Barbados has become a new republic this Tuesday and by doing so it has ceased to have the Queen of England, Elizabeth II as head of state.
It is a historic day for the island Caribbean, which completes the step after its Prime Minister, Mia Motley, said in an interview with the BBC that “it was time to completely leave our colonial past behind.”
The Prince of Wales flew to Barbados on Monday to attend the handover ceremony at National Heroes Square. He did so as a representative of Elizabeth II, but also in his capacity as successor at the head of the Commonwealth, the community of nations with origins in the British Empire of which Barbados will continue to be a part.
Although it is constituted as a new republic, Barbados will continue to be one of the 53 territories that make up this community with origins in the British imperial past .
British sovereign Elizabeth II reigns in 15 from them. Monday was the last day she did so in Barbados.
The territories in which Elizabeth is queen encompass the more than 15 . 000 kilometers that separate Buckingham Palace in London from the small island of Tuvalu, the most remote of the places under his reign, in the middle of the ocean Indic.
The reason? Although most of the territories and colonies under British rule achieved their independence during the decolonization period of the decades after World War II, many of these became constitutional monarchies and maintained Elizabeth II as her queen and head of state.
Several are found in the American continent. Most are islands in the Caribbean Sea , although the list includes the second largest state on the planet and the largest in America: Canada.
The others are: Antigua and Barbuda, Bahamas, Belize, Grenada, Jamaica, Saint Kitts and Nevis, Saint Lucia, and Saint Vincent and the Grenadines .
The British monarch is also the “symbol of the free association ”of the 53 members of the Commonwealth , although membership in the group does not imply submission to the Crown. That is, in them he is the main political figure, but not necessarily queen.
Colonies and territories
To the states mentioned must be added the so-called “British overseas territories”, which are a set of colonies and territories that did not become independent.
In the Western Hemisphere, this list includes the Malvinas / Falklands Islands, as well as Anguilla, Bermuda, British Virgin Islands, Cayman Islands, Montserrat; and the Turks and Caicos Islands.

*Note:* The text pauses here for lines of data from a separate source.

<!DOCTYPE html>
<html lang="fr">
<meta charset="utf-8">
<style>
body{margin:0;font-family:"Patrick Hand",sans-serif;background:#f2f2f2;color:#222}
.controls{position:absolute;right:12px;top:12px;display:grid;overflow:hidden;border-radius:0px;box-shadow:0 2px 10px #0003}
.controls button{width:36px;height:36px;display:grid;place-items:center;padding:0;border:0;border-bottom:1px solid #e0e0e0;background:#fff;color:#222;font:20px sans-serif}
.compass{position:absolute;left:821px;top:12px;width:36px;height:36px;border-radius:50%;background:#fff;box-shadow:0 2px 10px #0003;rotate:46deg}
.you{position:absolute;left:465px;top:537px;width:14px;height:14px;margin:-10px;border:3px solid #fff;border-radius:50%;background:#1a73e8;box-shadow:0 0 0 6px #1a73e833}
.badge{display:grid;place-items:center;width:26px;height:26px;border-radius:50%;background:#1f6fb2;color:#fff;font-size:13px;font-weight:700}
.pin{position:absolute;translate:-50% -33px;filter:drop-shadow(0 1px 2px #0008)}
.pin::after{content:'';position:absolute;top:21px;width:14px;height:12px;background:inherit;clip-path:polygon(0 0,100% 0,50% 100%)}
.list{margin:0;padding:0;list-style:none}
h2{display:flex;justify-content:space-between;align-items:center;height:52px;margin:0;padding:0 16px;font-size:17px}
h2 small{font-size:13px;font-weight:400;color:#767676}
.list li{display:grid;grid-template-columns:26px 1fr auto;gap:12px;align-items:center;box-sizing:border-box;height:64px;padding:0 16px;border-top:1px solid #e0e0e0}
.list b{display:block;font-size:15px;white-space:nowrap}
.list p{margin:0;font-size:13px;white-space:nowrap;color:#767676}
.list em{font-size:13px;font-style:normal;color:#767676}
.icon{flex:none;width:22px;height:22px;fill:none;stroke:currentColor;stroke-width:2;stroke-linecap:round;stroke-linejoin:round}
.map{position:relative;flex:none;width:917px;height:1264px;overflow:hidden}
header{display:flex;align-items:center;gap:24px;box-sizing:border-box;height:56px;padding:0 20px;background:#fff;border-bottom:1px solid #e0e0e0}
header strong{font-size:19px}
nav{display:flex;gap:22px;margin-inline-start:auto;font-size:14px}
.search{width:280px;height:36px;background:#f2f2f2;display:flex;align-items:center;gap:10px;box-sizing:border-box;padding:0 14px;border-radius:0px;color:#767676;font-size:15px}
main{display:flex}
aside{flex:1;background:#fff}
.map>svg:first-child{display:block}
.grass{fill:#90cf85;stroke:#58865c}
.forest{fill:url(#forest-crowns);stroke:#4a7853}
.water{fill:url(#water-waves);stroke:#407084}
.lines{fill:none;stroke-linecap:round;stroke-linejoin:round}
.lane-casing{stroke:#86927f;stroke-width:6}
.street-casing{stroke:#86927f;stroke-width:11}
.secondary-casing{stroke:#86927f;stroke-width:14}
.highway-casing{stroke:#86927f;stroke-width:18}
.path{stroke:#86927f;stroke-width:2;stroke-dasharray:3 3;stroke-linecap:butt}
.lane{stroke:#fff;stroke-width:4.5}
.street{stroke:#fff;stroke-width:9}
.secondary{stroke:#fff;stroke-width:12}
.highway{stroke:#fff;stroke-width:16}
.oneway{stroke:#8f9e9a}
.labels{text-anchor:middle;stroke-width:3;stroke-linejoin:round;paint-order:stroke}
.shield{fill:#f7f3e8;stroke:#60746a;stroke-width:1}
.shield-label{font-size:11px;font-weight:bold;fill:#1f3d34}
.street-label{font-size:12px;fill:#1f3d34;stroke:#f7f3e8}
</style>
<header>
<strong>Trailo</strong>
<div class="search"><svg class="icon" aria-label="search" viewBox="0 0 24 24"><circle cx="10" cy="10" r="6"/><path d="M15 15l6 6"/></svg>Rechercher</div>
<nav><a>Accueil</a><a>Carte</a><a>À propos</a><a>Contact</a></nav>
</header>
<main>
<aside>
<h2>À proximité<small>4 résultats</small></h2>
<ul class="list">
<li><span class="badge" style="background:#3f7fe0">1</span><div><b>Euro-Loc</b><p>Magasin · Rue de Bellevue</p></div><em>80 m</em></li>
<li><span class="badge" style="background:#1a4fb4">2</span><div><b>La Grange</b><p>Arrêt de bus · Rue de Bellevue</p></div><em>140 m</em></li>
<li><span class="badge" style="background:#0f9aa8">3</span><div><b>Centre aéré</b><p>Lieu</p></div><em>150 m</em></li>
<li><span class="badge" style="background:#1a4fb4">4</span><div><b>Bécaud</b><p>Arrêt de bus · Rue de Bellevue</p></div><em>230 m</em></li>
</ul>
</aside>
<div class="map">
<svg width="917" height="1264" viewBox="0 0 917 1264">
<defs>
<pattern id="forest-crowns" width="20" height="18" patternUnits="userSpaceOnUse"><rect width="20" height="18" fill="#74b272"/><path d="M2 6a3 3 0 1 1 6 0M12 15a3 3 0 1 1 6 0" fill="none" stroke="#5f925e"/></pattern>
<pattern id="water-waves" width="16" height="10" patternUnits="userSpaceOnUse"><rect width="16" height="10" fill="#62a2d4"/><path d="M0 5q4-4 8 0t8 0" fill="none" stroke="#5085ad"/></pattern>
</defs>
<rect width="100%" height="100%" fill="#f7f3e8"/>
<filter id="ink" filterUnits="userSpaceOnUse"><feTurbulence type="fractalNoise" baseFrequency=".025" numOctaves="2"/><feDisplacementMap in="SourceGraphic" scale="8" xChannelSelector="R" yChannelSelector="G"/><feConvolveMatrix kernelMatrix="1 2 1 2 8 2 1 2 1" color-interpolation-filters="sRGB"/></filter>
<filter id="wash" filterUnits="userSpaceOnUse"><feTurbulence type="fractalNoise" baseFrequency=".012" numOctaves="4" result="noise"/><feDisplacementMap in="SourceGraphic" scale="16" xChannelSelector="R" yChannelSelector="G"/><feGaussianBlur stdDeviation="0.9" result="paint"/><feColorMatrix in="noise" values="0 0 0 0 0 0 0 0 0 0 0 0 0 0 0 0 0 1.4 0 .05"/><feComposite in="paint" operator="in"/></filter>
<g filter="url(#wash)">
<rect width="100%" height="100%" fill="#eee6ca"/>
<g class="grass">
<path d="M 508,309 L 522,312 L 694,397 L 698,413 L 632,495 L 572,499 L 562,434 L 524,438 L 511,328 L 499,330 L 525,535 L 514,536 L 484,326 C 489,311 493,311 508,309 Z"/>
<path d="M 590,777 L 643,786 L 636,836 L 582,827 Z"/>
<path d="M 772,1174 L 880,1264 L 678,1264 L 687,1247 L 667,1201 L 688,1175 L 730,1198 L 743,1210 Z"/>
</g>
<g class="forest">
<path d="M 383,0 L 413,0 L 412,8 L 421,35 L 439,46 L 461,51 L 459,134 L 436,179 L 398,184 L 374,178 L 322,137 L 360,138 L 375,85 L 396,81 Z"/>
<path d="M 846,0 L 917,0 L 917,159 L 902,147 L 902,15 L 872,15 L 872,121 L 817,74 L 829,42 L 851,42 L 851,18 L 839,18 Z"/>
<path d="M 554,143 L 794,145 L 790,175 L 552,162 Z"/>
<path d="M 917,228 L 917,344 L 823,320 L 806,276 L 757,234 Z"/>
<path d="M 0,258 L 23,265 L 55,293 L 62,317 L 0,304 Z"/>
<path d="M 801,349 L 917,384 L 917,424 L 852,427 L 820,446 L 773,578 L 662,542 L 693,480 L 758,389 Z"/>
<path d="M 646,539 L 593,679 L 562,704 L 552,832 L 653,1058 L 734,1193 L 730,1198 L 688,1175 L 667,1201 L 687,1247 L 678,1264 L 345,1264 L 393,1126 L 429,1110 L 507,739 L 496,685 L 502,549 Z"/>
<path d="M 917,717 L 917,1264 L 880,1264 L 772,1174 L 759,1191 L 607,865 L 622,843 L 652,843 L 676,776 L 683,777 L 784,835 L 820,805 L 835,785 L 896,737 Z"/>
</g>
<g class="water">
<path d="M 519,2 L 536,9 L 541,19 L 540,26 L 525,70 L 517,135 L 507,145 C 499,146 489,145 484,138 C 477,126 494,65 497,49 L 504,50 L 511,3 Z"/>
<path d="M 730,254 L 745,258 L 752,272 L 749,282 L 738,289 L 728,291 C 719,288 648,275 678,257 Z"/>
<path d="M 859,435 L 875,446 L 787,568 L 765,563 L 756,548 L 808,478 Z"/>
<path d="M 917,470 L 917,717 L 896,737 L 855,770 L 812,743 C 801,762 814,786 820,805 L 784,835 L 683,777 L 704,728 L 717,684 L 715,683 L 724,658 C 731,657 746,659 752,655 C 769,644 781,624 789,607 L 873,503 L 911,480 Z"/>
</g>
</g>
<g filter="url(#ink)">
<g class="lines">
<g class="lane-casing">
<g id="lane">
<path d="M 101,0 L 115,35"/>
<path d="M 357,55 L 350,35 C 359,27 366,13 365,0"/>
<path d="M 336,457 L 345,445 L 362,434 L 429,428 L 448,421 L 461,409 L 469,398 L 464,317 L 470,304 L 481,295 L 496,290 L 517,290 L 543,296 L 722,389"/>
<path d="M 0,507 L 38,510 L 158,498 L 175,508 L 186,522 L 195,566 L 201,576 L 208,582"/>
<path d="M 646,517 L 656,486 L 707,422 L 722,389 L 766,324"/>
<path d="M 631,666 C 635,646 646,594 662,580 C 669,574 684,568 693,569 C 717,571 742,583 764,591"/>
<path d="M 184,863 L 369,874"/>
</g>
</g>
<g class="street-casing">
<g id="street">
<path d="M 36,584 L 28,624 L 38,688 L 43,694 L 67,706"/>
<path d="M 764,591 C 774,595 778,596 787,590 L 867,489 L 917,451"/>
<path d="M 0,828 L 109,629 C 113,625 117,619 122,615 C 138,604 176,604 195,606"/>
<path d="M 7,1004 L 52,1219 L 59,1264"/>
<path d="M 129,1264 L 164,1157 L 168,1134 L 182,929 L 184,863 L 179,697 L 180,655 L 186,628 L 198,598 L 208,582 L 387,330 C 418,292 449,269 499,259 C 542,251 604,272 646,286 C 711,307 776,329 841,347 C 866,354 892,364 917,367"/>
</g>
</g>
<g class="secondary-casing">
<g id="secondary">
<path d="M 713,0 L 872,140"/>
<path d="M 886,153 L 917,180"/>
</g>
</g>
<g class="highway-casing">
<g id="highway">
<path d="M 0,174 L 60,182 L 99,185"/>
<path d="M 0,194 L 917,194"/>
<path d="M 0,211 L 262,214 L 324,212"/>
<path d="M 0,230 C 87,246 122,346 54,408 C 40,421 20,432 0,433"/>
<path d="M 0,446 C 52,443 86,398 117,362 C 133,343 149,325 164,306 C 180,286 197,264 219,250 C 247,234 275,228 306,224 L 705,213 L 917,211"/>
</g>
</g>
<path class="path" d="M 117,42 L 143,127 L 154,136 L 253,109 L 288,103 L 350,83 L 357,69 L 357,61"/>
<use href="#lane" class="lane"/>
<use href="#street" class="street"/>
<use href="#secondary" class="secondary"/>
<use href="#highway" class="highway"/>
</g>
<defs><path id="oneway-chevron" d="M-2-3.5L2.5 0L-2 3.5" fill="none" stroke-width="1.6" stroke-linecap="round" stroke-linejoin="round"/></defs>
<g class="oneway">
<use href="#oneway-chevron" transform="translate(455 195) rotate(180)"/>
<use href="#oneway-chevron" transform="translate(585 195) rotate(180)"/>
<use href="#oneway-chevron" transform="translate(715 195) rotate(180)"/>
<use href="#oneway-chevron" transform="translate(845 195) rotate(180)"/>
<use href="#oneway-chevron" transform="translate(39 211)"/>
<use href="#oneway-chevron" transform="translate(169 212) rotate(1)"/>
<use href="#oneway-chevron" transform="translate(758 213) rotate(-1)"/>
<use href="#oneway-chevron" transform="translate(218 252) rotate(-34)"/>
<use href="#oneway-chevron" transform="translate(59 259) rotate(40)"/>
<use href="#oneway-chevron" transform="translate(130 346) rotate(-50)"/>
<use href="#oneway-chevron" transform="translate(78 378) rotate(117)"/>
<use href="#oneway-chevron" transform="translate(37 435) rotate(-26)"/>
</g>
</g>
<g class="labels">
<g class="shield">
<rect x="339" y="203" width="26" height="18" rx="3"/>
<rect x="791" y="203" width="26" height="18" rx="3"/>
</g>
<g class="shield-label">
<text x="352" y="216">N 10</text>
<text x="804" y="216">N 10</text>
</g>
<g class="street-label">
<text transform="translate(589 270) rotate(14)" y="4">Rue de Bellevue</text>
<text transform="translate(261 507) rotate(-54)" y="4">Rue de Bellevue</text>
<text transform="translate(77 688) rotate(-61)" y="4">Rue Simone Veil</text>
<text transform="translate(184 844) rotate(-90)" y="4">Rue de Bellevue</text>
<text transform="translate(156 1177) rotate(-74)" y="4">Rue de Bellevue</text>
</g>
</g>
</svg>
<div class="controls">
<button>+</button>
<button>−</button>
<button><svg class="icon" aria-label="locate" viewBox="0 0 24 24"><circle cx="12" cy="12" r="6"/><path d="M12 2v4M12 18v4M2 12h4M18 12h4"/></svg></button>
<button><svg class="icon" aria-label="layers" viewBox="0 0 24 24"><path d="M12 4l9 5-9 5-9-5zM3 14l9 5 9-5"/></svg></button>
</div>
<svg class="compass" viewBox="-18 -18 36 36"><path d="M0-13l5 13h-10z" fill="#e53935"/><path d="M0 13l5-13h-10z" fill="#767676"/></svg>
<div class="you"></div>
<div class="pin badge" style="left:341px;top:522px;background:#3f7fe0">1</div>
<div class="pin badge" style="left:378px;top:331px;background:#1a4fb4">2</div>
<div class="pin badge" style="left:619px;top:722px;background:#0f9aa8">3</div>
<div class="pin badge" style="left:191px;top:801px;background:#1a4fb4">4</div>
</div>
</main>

As they are constitutional monarchies, the role of Isabel II as head of state of these countries is mostly symbolic and representative, and depends on the current legal system approved by the authorities of each state.
But Queen Elizabeth was sometimes close to “losing” some of the countries in his long collection.
On 2016, the Governor General of Jamaica, Patrick Allen, proposed to pass a constitutional amendment “to replace Her Majesty the Queen with a non-executive president as Head of State.”
But as long as that does not happen, the Queen of England will continue to be of the United Kingdom and others 15 countries.